Bahasa Indonesia sebagai bahasa yang dinamis mengalami berbagai perkembangan dalam hal kosakata dan pemakaian. Salah satu fenomena yang sering terjadi adalah kekeliruan dalam penggunaan kata yang memiliki bentuk mirip, tetapi memiliki perbedaan dalam kaidah bahasa baku.
Salah satu contohnya adalah penggunaan kata “hembus” dan “embus”. Meskipun terdengar serupa, tetapi memiliki posisi berbeda secara morfologis dan normatif.
Dalam Kamus Besar Bahasa Indonesia (KBBI), bentuk dasar yang benar adalah “embus”. Kata “embus” memiliki arti ‘tiupan’ atau ‘gerakan udara’ dan dapat digunakan dalam berbagai bentuk turunan, seperti:
- Mengembus: meniupkan, meniup ke arah.
- Mengembuskan: mengeluarkan napas atau udara melalui mulut atau hidung.
- Embusan: bentuk hasil atau produk dari mengembus.
Sementara itu, bentuk “hembus” sebenarnya bukan bentuk dasar, melainkan merupakan bentuk yang muncul dari pengimbuhan dan pelesapan awalan.
Namun, dalam praktik sehari-hari, masyarakat sering keliru menggunakan “hembus” sebagai bentuk dasar, bahkan menggunakannya sebagai dasar kata turunan seperti “menghembuskan”, yang secara kaidah tidak baku.
Kesalahan penggunaan kata “hembus” ini umum ditemukan baik dalam lisan maupun tulisan, termasuk dalam media massa dan karya ilmiah.
Berikut contoh penggunaan kata dasar “embus” yang tepat.
- Ia mengembuskan napas terakhirnya.
Penggunaan kata dasar “embus” dalam kalimat (1), sangat tepat dengan pembentukan kata awalan ‘me(N)-’ + kata dasar ‘embus’ + akhiran ‘kan’, yang berarti mengeluarkan napas dari mulut atau hidung.
- Angin malam mengembus wajahku.
Penggunaan kata dasar “embus” dalam kalimat (2), sangat tepat dengan pembentukan kata awalan ‘me(N)-’ + kata dasar ‘embus’, yang berarti meniupkan atau meniup ke wajah.
Kesalahan ini mungkin disebabkan oleh proses fonologis berupa asimilasi dan peluluhan awalan yang sering terjadi dalam bahasa tutur sehingga bentuk “hembus” terdengar lebih natural bagi sebagian penutur.
Fenomena pergeseran dari “embus” ke “hembus” memperlihatkan bagaimana pengaruh lisan dapat mengubah persepsi masyarakat terhadap bentuk baku.
Dalam bahasa lisan, pelafalan sering kali dipengaruhi oleh eufoni atau kenyamanan bunyi, yang membuat kata “hembus” lebih lazim digunakan.

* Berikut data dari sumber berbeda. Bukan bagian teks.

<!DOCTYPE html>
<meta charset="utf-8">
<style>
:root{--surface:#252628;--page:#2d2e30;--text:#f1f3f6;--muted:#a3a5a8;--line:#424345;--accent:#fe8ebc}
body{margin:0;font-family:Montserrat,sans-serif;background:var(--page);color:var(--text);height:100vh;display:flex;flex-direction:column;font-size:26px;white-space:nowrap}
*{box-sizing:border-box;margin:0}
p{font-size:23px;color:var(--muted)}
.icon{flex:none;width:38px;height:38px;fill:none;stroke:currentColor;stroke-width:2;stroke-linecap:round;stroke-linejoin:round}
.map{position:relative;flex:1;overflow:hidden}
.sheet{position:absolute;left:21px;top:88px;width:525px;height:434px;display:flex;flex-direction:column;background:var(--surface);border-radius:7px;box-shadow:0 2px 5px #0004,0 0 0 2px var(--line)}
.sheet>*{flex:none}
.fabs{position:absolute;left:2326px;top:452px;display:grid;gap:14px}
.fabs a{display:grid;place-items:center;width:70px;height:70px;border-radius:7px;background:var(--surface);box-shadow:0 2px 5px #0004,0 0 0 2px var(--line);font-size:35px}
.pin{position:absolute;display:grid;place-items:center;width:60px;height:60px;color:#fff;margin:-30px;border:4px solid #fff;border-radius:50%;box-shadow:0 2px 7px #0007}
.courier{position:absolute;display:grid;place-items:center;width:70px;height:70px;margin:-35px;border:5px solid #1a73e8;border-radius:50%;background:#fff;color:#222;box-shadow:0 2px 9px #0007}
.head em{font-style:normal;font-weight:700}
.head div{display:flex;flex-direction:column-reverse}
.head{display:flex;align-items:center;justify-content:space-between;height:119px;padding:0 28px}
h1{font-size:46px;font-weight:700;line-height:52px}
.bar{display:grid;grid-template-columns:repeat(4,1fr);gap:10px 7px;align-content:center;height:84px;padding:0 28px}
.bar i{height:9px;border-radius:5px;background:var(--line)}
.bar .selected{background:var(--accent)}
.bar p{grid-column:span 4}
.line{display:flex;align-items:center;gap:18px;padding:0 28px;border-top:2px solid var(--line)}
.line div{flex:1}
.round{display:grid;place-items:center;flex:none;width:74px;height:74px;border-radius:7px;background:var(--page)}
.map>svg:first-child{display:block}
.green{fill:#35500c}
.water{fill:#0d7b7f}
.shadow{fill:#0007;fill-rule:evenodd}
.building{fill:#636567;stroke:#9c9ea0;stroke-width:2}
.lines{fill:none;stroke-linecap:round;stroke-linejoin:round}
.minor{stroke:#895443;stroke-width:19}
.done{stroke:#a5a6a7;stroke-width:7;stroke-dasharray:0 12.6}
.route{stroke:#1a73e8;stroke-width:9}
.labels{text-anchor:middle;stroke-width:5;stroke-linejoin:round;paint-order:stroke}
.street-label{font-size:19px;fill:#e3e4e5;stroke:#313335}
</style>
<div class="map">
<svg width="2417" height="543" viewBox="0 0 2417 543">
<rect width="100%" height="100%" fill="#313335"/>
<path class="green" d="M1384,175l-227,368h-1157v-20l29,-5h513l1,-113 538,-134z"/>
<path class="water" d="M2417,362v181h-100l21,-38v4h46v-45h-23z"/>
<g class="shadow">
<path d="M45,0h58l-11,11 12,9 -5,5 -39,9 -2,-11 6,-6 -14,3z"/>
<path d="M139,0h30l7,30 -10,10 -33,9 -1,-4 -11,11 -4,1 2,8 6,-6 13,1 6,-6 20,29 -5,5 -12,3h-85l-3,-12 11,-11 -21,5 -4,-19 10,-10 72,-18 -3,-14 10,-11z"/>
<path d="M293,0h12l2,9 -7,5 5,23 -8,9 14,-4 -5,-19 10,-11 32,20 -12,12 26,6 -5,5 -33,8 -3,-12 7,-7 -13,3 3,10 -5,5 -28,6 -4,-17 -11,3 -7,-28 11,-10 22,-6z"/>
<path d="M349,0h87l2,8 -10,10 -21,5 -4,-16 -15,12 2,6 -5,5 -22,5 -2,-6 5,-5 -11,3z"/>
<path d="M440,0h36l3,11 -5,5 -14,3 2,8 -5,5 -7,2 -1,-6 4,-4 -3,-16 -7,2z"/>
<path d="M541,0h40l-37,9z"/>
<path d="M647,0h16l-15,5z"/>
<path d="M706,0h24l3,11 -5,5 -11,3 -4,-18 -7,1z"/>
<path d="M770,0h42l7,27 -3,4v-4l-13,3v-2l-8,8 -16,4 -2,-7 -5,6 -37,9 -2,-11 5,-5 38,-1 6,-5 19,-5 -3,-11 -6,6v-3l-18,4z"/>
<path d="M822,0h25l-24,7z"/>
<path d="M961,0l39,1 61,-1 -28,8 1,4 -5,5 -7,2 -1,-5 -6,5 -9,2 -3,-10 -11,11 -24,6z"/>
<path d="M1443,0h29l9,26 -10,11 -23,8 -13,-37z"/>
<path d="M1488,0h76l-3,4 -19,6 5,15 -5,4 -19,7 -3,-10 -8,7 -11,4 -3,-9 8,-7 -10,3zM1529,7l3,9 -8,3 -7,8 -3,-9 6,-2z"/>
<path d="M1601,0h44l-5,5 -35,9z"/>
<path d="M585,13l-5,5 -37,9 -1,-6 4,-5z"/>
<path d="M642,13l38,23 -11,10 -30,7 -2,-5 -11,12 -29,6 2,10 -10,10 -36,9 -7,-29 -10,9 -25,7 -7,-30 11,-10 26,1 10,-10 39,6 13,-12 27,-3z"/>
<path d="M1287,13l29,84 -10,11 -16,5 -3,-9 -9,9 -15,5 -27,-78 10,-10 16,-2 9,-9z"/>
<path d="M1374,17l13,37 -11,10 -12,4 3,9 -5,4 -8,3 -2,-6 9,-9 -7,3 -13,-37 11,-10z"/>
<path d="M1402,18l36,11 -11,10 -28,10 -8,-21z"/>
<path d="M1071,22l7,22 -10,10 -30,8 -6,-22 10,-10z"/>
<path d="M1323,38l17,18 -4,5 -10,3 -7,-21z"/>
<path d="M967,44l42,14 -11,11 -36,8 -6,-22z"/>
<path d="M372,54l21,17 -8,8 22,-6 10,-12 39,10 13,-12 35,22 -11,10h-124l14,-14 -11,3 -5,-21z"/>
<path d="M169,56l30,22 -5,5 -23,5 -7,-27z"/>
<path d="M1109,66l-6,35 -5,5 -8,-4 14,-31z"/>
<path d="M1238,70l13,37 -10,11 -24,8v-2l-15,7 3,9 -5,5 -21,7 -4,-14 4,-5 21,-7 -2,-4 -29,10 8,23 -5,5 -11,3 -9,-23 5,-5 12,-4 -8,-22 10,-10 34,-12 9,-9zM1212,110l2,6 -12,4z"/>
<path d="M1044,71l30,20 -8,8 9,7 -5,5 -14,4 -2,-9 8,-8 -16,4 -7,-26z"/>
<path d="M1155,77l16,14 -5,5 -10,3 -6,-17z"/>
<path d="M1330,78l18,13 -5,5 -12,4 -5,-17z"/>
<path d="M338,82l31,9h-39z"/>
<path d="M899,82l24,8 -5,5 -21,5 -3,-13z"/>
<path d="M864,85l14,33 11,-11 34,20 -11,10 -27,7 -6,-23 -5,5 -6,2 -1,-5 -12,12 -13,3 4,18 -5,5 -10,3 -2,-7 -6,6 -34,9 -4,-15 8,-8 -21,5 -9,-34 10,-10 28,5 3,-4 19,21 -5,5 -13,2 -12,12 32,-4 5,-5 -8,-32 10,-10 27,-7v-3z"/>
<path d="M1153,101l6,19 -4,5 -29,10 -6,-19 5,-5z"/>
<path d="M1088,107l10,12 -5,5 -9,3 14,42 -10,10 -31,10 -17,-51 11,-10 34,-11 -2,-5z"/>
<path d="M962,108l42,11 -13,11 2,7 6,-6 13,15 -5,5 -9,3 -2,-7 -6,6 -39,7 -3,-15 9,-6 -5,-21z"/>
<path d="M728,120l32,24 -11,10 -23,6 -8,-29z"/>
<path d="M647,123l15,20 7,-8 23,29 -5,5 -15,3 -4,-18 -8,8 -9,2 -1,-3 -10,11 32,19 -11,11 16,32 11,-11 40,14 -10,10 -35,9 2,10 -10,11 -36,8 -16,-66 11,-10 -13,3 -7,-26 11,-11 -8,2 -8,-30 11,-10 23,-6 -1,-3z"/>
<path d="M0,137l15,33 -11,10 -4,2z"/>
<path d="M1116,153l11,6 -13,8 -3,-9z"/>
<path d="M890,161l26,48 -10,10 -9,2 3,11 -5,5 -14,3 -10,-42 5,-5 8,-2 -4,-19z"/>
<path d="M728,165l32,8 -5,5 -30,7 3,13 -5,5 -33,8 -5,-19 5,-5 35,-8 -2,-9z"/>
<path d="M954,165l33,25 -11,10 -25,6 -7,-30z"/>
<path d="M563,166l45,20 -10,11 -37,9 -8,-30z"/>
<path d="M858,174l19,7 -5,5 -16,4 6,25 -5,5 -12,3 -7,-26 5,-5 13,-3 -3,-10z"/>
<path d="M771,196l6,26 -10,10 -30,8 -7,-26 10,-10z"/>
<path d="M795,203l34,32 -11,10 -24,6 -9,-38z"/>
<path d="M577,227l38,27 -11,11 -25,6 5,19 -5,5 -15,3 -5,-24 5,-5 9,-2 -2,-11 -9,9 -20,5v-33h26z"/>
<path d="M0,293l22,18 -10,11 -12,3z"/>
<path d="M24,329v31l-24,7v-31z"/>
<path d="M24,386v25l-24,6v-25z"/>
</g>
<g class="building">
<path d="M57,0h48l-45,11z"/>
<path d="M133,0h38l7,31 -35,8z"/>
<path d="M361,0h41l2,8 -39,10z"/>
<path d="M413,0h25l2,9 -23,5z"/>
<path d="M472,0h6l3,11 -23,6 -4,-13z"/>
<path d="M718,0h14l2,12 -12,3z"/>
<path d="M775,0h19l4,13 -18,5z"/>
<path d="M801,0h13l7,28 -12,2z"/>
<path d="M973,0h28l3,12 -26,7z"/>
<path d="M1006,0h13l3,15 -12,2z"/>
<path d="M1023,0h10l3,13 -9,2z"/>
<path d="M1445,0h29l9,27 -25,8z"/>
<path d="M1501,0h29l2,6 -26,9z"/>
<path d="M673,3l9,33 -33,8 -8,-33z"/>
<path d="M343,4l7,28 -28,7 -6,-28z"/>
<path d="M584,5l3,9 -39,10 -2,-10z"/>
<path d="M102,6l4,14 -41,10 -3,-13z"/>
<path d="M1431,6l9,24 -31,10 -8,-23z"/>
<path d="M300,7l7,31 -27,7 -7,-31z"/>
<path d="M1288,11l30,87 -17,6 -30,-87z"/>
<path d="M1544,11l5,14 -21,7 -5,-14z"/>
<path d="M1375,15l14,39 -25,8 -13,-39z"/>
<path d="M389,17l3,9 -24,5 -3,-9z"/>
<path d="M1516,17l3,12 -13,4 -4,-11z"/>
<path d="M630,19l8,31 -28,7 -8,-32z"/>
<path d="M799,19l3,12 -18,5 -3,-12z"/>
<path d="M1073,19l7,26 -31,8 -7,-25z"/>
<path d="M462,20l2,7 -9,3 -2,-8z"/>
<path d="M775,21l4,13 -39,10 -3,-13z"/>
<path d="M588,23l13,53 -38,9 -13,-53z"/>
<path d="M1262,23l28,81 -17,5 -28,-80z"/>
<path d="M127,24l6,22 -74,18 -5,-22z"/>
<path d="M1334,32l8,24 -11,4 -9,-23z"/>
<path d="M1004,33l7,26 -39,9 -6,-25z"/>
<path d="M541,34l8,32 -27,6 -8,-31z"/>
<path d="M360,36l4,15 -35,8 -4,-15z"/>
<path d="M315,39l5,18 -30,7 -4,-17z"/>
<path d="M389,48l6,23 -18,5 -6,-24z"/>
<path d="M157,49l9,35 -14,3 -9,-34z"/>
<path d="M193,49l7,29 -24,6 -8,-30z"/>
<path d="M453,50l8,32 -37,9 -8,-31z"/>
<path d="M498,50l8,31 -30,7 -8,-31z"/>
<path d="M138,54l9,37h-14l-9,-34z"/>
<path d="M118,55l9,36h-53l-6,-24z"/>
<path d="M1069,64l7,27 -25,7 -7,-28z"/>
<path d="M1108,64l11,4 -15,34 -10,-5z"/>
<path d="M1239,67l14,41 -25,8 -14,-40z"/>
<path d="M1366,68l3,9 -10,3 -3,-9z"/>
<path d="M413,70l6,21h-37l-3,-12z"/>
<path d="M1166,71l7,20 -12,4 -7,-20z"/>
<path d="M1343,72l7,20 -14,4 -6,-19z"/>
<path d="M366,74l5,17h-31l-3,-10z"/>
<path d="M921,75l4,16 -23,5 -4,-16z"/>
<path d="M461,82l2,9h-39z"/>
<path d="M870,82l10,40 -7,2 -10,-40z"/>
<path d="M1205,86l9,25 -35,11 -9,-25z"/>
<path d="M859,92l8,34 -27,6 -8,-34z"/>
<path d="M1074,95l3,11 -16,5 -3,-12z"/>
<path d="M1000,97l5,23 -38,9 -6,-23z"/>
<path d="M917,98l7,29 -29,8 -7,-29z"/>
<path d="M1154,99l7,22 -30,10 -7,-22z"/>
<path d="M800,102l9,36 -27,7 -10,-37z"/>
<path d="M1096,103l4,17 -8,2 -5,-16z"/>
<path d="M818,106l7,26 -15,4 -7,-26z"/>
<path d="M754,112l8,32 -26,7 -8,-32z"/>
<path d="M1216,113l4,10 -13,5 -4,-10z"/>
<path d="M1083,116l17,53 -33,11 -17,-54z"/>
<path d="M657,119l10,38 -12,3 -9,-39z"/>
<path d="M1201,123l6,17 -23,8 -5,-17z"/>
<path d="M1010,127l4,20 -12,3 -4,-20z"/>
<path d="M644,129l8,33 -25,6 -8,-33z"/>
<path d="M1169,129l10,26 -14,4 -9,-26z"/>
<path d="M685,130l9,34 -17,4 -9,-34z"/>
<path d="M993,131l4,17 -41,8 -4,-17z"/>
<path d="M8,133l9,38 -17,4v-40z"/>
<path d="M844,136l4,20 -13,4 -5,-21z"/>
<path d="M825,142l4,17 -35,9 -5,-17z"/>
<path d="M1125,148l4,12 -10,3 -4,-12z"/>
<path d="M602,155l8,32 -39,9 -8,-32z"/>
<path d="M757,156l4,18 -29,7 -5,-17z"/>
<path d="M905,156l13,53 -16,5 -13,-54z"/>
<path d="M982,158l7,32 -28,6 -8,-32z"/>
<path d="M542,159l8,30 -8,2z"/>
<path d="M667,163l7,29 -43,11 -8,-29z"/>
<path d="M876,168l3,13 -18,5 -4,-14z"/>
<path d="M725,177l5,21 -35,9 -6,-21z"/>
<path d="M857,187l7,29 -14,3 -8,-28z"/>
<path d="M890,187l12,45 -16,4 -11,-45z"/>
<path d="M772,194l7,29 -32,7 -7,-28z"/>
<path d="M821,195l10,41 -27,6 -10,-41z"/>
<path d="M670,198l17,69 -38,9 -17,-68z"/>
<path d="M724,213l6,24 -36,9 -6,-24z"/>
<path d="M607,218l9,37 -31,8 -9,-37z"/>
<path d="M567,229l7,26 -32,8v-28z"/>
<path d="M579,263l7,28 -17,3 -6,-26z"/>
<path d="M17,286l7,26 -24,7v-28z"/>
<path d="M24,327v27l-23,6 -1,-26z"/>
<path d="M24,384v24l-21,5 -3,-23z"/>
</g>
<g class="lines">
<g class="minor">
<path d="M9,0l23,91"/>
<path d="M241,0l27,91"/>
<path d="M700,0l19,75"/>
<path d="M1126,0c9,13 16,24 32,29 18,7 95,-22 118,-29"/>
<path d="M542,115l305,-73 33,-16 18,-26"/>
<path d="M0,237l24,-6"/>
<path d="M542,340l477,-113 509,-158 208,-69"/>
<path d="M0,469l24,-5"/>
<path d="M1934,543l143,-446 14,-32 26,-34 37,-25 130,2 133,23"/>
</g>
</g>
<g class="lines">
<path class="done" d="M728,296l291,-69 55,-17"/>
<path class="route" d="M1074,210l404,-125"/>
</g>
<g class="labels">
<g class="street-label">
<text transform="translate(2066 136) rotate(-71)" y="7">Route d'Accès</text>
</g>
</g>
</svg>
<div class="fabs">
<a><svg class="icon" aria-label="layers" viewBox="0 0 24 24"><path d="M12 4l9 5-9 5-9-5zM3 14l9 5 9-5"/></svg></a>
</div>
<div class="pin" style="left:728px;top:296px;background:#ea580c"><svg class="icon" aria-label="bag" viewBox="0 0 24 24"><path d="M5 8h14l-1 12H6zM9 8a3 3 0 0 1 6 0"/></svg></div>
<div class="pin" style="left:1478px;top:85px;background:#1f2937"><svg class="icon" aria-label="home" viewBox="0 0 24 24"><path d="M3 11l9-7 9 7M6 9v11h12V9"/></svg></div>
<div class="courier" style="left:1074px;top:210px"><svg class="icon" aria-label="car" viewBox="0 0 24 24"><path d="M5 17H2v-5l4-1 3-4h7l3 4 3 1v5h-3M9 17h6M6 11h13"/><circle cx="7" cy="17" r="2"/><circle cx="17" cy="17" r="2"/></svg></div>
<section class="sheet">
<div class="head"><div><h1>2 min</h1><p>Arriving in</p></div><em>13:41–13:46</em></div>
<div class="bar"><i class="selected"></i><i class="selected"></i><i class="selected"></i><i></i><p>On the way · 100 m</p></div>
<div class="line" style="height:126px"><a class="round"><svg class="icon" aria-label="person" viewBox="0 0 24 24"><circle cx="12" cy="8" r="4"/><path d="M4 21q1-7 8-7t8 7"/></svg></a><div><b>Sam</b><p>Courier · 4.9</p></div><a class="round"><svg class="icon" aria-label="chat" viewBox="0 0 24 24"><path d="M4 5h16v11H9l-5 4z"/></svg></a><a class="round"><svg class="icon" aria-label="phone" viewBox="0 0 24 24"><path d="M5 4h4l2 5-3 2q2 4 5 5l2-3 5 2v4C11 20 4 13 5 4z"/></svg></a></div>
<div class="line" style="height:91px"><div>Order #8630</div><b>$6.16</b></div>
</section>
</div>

Namun, dalam konteks formal dan akademik, penggunaan bentuk tidak baku ini menjadi bentuk kesalahan yang perlu diluruskan.
Penggunaan kata “embus” dan “hembus” merupakan contoh kecil dari banyaknya persoalan kebahasaan yang muncul akibat kelalaian terhadap bentuk dasar kata.
Meskipun terlihat sepele, penggunaan kata yang tepat akan menunjang ketepatan komunikasi dan menunjukkan kemahiran berbahasa.